WHAT THE EXERCISE ASKS: Reproduce the listing that follows in full. Omit its images.
DATA FOR THIS TASK: Begin
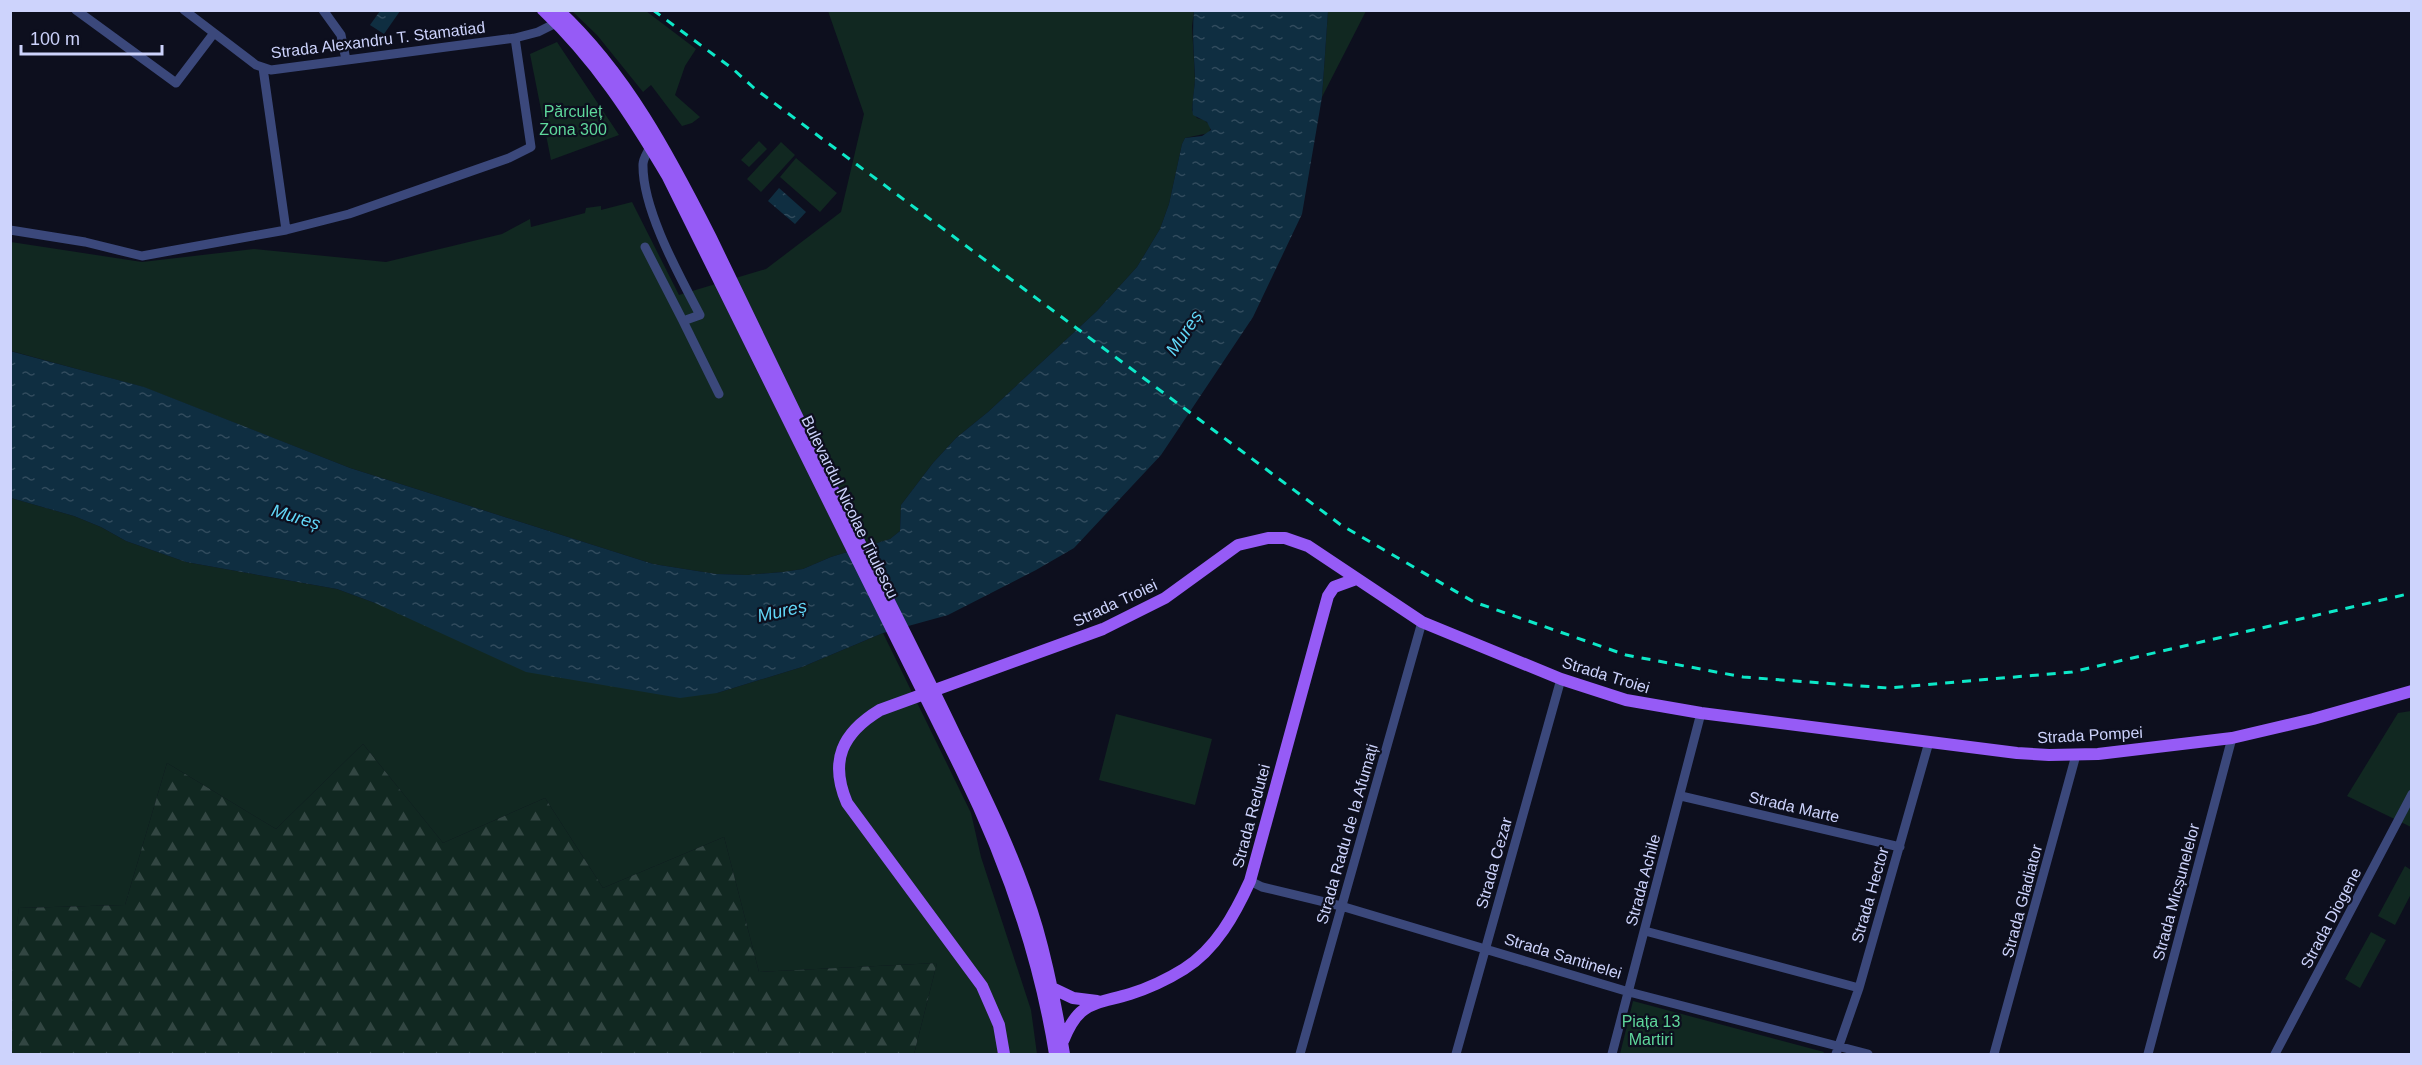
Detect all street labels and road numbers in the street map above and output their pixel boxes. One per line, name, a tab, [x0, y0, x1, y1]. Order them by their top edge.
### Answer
street label: Strada Alexandru T. Stamatiad	[270, 18, 486, 62]
street label: Bulevardul Nicolae Titulescu	[798, 413, 902, 601]
street label: Strada Troiei	[1070, 576, 1160, 630]
street label: Strada Troiei	[1560, 654, 1652, 696]
street label: Strada Pompei	[2037, 724, 2143, 746]
street label: Strada Radu de la Afumați	[1313, 742, 1381, 926]
street label: Strada Redutei	[1229, 762, 1273, 870]
street label: Strada Marte	[1747, 788, 1841, 826]
street label: Strada Cezar	[1473, 815, 1515, 911]
street label: Strada Micșunelelor	[2149, 821, 2203, 962]
street label: Strada Achile	[1623, 832, 1663, 928]
street label: Strada Gladiator	[1999, 842, 2045, 959]
street label: Strada Hector	[1848, 845, 1892, 945]
street label: Strada Diogene	[2297, 865, 2365, 971]
street label: Strada Santinelei	[1502, 930, 1624, 982]

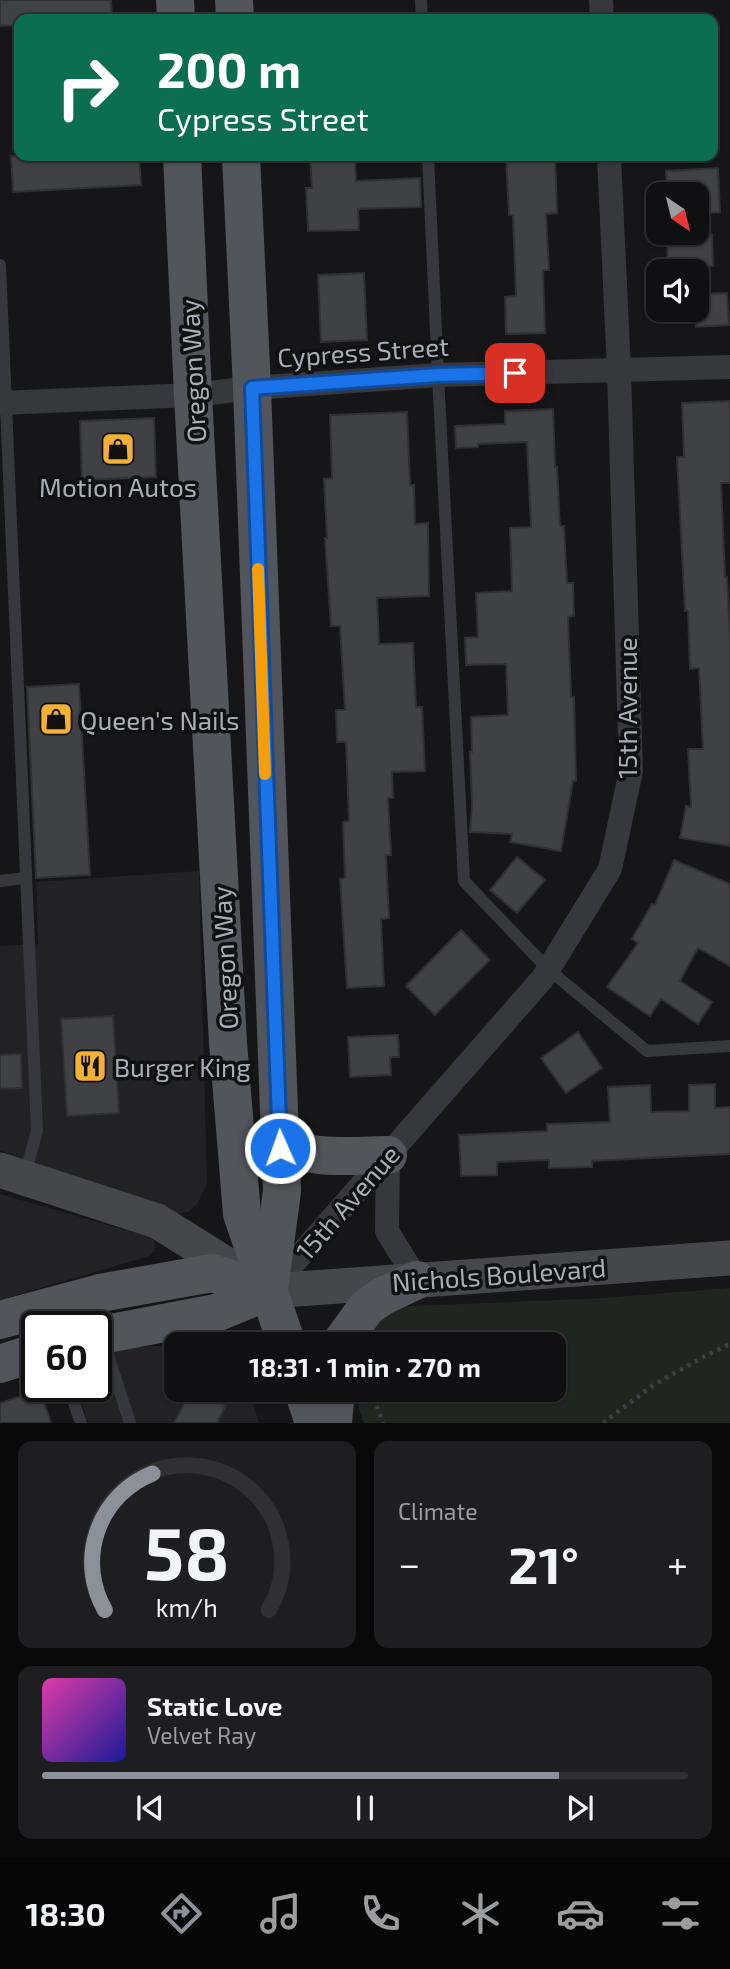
DATA FOR THIS TASK: End
YOUR RESPONSE:
Detect all street labels and road numbers in the street map above and output their pixel boxes. One per line, name, a tab, [x0, y0, x1, y1]. Order them by their top edge.
### Answer
street label: Strada Alexandru T. Stamatiad	[270, 18, 486, 62]
street label: Bulevardul Nicolae Titulescu	[798, 413, 902, 601]
street label: Strada Troiei	[1070, 576, 1160, 630]
street label: Strada Troiei	[1560, 654, 1652, 696]
street label: Strada Pompei	[2037, 724, 2143, 746]
street label: Strada Radu de la Afumați	[1313, 742, 1381, 926]
street label: Strada Redutei	[1229, 762, 1273, 870]
street label: Strada Marte	[1747, 788, 1841, 826]
street label: Strada Cezar	[1473, 815, 1515, 911]
street label: Strada Micșunelelor	[2149, 821, 2203, 962]
street label: Strada Achile	[1623, 832, 1663, 928]
street label: Strada Gladiator	[1999, 842, 2045, 959]
street label: Strada Hector	[1848, 845, 1892, 945]
street label: Strada Diogene	[2297, 865, 2365, 971]
street label: Strada Santinelei	[1502, 930, 1624, 982]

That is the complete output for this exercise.